Lol I usually abort the password reset flow and try to login with the same password lmao

[–] Majorllama@lemmy.world 3 points 4 months ago (1 children)

It's like when you are trying to blindly install a USB type A . First orientation is wrong so you flip it. Second orientation is wrong so you get confused and flip it again only for it work easily lol.

[–] fulg@lemmy.world 1 points 4 months ago

The joke I’ve heard is that USB cables exist in 4 dimensions, that’s why you need to flip them around twice before they connect.

[–] princess@lemmy.blahaj.zone 2 points 4 months ago* (last edited 4 months ago)

They could be truncating the password in one form but not the other.

[–] chuckleslord@lemmy.world 1 points 4 months ago (2 children)

They're lying about the issue and don't trust that you're who you say you are.
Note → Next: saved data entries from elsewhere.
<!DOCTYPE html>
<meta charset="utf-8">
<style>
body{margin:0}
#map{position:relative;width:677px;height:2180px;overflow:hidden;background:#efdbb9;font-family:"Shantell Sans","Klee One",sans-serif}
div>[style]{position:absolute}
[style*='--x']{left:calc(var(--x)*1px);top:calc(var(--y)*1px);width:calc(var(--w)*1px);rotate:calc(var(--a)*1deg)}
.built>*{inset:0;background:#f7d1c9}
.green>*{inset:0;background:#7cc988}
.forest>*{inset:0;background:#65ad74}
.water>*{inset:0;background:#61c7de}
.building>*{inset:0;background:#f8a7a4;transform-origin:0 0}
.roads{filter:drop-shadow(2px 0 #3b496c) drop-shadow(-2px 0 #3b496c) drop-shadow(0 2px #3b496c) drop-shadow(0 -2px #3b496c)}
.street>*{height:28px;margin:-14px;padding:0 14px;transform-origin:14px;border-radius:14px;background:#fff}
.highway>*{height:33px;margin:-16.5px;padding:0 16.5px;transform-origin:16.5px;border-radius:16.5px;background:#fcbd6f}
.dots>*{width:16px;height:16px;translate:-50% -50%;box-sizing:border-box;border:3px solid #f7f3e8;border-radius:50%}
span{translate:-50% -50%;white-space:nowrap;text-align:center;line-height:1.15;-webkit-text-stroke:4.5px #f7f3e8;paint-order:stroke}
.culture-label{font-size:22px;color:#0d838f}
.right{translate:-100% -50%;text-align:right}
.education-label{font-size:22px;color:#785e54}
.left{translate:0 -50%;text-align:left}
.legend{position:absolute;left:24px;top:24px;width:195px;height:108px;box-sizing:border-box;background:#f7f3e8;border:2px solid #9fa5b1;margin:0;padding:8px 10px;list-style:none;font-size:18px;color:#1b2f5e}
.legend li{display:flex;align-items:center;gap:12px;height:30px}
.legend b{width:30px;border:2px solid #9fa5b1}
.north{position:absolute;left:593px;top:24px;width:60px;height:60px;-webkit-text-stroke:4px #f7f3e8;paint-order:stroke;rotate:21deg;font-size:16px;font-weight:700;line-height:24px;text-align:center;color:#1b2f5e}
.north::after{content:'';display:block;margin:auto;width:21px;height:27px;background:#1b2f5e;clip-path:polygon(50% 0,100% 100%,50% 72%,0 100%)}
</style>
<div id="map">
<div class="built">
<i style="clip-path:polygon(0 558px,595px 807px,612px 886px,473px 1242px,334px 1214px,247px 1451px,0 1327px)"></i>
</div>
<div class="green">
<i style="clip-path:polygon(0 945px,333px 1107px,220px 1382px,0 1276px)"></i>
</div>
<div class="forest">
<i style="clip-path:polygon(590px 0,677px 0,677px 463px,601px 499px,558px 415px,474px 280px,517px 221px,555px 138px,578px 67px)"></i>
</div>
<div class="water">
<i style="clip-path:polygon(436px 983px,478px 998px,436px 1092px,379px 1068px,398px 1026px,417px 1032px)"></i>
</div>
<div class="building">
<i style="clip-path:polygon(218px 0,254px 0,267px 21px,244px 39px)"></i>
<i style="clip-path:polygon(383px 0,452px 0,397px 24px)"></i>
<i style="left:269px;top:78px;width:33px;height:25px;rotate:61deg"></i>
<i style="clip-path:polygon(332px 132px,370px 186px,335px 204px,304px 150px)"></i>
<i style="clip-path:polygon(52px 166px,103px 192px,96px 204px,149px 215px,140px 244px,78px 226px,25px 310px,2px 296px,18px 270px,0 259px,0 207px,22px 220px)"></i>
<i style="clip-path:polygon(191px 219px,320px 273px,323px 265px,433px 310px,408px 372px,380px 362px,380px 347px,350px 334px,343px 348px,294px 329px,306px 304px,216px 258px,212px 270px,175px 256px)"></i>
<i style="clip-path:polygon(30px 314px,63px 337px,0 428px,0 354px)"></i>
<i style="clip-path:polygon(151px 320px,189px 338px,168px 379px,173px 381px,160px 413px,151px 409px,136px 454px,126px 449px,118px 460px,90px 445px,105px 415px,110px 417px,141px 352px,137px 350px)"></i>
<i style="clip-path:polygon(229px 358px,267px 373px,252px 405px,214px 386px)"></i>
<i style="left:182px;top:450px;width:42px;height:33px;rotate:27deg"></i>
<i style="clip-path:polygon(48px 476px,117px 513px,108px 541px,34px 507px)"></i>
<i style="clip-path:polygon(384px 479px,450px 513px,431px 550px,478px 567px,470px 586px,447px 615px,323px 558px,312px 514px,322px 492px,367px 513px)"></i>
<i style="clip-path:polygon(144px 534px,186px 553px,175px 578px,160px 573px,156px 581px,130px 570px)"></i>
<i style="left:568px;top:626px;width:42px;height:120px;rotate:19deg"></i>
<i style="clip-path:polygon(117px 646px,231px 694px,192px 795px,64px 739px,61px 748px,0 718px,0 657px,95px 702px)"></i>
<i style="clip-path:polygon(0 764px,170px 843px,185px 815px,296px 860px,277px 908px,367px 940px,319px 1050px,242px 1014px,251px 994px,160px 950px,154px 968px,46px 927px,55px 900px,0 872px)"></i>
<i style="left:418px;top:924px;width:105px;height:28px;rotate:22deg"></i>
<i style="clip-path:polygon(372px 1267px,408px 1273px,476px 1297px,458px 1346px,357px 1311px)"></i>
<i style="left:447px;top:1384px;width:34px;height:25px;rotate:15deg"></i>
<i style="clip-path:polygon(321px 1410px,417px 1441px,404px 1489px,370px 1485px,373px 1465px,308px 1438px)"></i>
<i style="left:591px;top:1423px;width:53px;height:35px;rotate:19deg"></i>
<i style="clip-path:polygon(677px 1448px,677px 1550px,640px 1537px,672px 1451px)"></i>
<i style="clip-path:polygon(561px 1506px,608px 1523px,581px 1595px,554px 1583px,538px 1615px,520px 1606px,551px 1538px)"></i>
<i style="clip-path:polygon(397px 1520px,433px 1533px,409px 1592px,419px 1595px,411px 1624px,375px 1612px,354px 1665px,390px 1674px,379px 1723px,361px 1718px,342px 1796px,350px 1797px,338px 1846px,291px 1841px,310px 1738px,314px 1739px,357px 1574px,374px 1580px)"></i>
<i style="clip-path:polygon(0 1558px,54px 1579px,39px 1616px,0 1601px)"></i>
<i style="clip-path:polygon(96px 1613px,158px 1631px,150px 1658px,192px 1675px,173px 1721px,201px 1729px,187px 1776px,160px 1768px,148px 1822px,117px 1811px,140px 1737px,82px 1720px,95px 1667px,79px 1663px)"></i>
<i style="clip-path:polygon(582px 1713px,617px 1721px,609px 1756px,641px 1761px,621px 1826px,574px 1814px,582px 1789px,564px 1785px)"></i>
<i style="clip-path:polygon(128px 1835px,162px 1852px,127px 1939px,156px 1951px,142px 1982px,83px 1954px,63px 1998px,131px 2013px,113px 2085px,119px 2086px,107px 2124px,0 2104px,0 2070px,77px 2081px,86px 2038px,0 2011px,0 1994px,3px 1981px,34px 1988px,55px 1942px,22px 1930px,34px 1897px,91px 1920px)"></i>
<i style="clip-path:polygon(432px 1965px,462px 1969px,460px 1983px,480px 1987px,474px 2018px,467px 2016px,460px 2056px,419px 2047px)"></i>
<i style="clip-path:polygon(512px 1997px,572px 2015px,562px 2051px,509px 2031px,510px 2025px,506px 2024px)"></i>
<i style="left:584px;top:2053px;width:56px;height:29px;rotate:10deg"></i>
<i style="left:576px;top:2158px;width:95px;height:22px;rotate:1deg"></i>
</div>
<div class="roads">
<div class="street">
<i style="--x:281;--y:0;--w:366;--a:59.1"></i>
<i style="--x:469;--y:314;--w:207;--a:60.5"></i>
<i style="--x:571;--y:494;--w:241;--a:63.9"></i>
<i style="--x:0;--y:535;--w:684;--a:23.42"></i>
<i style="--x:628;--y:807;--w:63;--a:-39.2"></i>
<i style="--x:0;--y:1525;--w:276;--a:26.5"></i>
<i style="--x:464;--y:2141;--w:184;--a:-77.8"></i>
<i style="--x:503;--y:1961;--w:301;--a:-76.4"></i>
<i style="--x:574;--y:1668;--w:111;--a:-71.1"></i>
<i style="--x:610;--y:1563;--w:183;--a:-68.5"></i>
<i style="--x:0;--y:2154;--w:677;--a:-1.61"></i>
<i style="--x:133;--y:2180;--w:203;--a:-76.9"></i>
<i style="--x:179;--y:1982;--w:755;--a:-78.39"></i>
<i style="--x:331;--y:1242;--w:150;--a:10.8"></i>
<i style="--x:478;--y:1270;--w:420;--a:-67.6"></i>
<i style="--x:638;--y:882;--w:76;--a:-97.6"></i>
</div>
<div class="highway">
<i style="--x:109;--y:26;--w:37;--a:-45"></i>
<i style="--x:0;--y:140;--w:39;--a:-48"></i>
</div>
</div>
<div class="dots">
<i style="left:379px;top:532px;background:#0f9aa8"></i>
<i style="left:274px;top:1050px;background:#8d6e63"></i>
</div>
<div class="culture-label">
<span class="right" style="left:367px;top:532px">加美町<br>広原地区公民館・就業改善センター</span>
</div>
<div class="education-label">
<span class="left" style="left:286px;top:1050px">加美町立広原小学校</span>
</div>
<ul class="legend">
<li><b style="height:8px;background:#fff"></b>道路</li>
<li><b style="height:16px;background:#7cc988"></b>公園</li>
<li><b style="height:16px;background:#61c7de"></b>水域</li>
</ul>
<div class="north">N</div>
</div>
It's security systems 101. If you give informative error messages, they can be used to reverse engineer the password of accounts. So every error is going to be "incorrect password"

[–] cron@feddit.org 2 points 4 months ago

Sounds like security by obscurity to me. Works, but rarely the best solution.

[–] marcos@lemmy.world 1 points 4 months ago

That part is possible:

They’re lying about the issue and don’t trust that you’re who you say you are.

The rest of your comment is just bad. I doubt you even manage to keep that information secret, much less get a positive value out of the entire machination.